▸ **Task prompt**: Each record is to be transcribed in full and exactly.

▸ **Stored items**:
━━━━━━
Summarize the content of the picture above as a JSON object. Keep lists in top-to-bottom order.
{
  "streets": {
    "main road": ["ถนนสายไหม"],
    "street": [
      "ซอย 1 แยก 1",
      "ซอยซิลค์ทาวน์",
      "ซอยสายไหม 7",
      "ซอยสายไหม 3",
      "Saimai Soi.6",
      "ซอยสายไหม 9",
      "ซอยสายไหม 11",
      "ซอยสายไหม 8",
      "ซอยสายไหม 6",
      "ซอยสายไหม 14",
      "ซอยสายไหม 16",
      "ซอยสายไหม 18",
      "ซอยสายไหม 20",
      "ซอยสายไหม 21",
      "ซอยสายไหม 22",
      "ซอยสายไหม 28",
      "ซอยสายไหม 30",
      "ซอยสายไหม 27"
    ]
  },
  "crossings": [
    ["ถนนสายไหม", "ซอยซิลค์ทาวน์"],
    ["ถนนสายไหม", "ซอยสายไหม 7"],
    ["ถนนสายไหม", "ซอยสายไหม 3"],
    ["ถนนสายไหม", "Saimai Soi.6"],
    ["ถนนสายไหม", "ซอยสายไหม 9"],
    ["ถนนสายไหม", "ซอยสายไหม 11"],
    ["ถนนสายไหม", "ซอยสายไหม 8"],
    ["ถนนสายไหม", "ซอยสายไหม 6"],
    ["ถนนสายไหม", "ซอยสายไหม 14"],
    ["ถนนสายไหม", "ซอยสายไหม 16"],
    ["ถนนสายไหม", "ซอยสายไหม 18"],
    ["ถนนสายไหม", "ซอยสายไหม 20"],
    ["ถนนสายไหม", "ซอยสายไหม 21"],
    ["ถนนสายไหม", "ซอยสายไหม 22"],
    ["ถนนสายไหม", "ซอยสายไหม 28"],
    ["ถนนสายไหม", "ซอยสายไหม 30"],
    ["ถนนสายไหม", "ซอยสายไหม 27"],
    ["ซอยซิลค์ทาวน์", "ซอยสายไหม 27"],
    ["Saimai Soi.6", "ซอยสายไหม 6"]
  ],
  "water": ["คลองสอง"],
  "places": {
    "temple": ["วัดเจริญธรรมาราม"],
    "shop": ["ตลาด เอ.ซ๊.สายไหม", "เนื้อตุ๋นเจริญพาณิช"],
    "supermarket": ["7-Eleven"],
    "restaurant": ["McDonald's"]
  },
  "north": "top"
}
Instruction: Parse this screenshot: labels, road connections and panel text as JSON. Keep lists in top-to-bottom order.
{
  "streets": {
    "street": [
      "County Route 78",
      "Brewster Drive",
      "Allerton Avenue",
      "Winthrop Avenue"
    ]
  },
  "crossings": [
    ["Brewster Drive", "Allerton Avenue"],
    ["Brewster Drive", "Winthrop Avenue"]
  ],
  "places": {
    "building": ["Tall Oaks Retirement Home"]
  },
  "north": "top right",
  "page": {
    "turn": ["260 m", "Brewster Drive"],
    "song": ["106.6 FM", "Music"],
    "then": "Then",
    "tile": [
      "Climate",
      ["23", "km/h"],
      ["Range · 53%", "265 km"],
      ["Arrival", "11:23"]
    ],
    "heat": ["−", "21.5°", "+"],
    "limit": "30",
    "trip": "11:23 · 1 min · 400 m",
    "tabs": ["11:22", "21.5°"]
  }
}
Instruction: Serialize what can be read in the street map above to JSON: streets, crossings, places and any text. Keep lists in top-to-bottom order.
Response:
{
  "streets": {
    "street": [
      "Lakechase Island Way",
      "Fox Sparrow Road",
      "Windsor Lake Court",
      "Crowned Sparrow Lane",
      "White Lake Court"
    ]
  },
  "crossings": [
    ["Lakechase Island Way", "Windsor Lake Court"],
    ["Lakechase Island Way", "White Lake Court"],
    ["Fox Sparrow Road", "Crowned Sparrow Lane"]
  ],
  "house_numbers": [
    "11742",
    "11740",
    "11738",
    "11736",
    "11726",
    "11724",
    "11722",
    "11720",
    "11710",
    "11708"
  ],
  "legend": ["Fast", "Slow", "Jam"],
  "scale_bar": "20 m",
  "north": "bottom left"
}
━━━━━━
▸ **Task output**:
Summarize the content of the picture above as a JSON object. Keep lists in top-to-bottom order.
{
  "streets": {
    "main road": ["ถนนสายไหม"],
    "street": [
      "ซอย 1 แยก 1",
      "ซอยซิลค์ทาวน์",
      "ซอยสายไหม 7",
      "ซอยสายไหม 3",
      "Saimai Soi.6",
      "ซอยสายไหม 9",
      "ซอยสายไหม 11",
      "ซอยสายไหม 8",
      "ซอยสายไหม 6",
      "ซอยสายไหม 14",
      "ซอยสายไหม 16",
      "ซอยสายไหม 18",
      "ซอยสายไหม 20",
      "ซอยสายไหม 21",
      "ซอยสายไหม 22",
      "ซอยสายไหม 28",
      "ซอยสายไหม 30",
      "ซอยสายไหม 27"
    ]
  },
  "crossings": [
    ["ถนนสายไหม", "ซอยซิลค์ทาวน์"],
    ["ถนนสายไหม", "ซอยสายไหม 7"],
    ["ถนนสายไหม", "ซอยสายไหม 3"],
    ["ถนนสายไหม", "Saimai Soi.6"],
    ["ถนนสายไหม", "ซอยสายไหม 9"],
    ["ถนนสายไหม", "ซอยสายไหม 11"],
    ["ถนนสายไหม", "ซอยสายไหม 8"],
    ["ถนนสายไหม", "ซอยสายไหม 6"],
    ["ถนนสายไหม", "ซอยสายไหม 14"],
    ["ถนนสายไหม", "ซอยสายไหม 16"],
    ["ถนนสายไหม", "ซอยสายไหม 18"],
    ["ถนนสายไหม", "ซอยสายไหม 20"],
    ["ถนนสายไหม", "ซอยสายไหม 21"],
    ["ถนนสายไหม", "ซอยสายไหม 22"],
    ["ถนนสายไหม", "ซอยสายไหม 28"],
    ["ถนนสายไหม", "ซอยสายไหม 30"],
    ["ถนนสายไหม", "ซอยสายไหม 27"],
    ["ซอยซิลค์ทาวน์", "ซอยสายไหม 27"],
    ["Saimai Soi.6", "ซอยสายไหม 6"]
  ],
  "water": ["คลองสอง"],
  "places": {
    "temple": ["วัดเจริญธรรมาราม"],
    "shop": ["ตลาด เอ.ซ๊.สายไหม", "เนื้อตุ๋นเจริญพาณิช"],
    "supermarket": ["7-Eleven"],
    "restaurant": ["McDonald's"]
  },
  "north": "top"
}
Instruction: Parse this screenshot: labels, road connections and panel text as JSON. Keep lists in top-to-bottom order.
{
  "streets": {
    "street": [
      "County Route 78",
      "Brewster Drive",
      "Allerton Avenue",
      "Winthrop Avenue"
    ]
  },
  "crossings": [
    ["Brewster Drive", "Allerton Avenue"],
    ["Brewster Drive", "Winthrop Avenue"]
  ],
  "places": {
    "building": ["Tall Oaks Retirement Home"]
  },
  "north": "top right",
  "page": {
    "turn": ["260 m", "Brewster Drive"],
    "song": ["106.6 FM", "Music"],
    "then": "Then",
    "tile": [
      "Climate",
      ["23", "km/h"],
      ["Range · 53%", "265 km"],
      ["Arrival", "11:23"]
    ],
    "heat": ["−", "21.5°", "+"],
    "limit": "30",
    "trip": "11:23 · 1 min · 400 m",
    "tabs": ["11:22", "21.5°"]
  }
}
Instruction: Serialize what can be read in the street map above to JSON: streets, crossings, places and any text. Keep lists in top-to-bottom order.
Response:
{
  "streets": {
    "street": [
      "Lakechase Island Way",
      "Fox Sparrow Road",
      "Windsor Lake Court",
      "Crowned Sparrow Lane",
      "White Lake Court"
    ]
  },
  "crossings": [
    ["Lakechase Island Way", "Windsor Lake Court"],
    ["Lakechase Island Way", "White Lake Court"],
    ["Fox Sparrow Road", "Crowned Sparrow Lane"]
  ],
  "house_numbers": [
    "11742",
    "11740",
    "11738",
    "11736",
    "11726",
    "11724",
    "11722",
    "11720",
    "11710",
    "11708"
  ],
  "legend": ["Fast", "Slow", "Jam"],
  "scale_bar": "20 m",
  "north": "bottom left"
}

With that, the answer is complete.